In the event of termination, each agreement provides for the continuation of compensation and benefits.  However, the employees may not compete with the Company within the United States for a period of two years after termination and are subject to the terms and conditions of confidentiality agreements.
 
NOTE 19 – STOCK BONUSES:

During the years ended March 31, 2009, 2008 and 2007, the Company issued a total of 10,000, 8,000 and 12,000 shares, respectively, to certain members of its Board of Directors.
 
NOTE 20 – CASH FLOW INFORMATION:

Cash paid for interest was $147,699, $130,310 and $154,437 for the years ended March 31, 2009, 2008 and 2007, respectively.

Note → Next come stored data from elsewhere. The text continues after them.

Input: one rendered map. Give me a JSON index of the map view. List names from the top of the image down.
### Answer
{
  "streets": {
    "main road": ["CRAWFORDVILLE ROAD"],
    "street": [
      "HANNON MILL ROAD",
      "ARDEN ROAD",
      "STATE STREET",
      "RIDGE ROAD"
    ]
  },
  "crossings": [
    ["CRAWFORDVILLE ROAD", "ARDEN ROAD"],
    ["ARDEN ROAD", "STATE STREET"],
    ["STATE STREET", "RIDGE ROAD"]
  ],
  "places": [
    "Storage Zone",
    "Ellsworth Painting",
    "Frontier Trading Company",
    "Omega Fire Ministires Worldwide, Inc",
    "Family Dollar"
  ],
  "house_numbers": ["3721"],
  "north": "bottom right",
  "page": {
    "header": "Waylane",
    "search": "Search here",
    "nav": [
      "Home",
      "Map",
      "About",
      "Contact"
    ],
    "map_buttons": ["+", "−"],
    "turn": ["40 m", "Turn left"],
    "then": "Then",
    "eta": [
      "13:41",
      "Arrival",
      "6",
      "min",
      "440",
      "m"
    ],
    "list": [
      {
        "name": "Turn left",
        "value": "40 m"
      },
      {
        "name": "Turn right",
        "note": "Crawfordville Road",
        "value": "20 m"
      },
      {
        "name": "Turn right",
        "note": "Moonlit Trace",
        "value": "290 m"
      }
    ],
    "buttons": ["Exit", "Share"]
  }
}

Issuance of stock pursuant to the 401(k) plan was $0, $18,750 and $0 for the years ended March 31, 2009, 2008 and 2007, respectively.
 
Long term debt of $34,555, $0 and $83,494 was incurred to acquire vehicles during the years ended March 31, 2009, 2008 and 2007, respectively.
 
 
F-22

 
 
THERMODYNETICS, INC. AND SUBSIDIARIES

NOTES TO CONSOLIDATED FINANCIAL STATEMENTS

YEARS ENDED MARCH 31, 2009, 2008 AND 2007

NOTE 21 – DISCONTINUED OPERATIONS:

In August 2005, the Company discontinued the operations of Vulcan.  From that date through March 31, 2007 the Company liquidated Vulcan’s remaining assets and settled all secured liabilities.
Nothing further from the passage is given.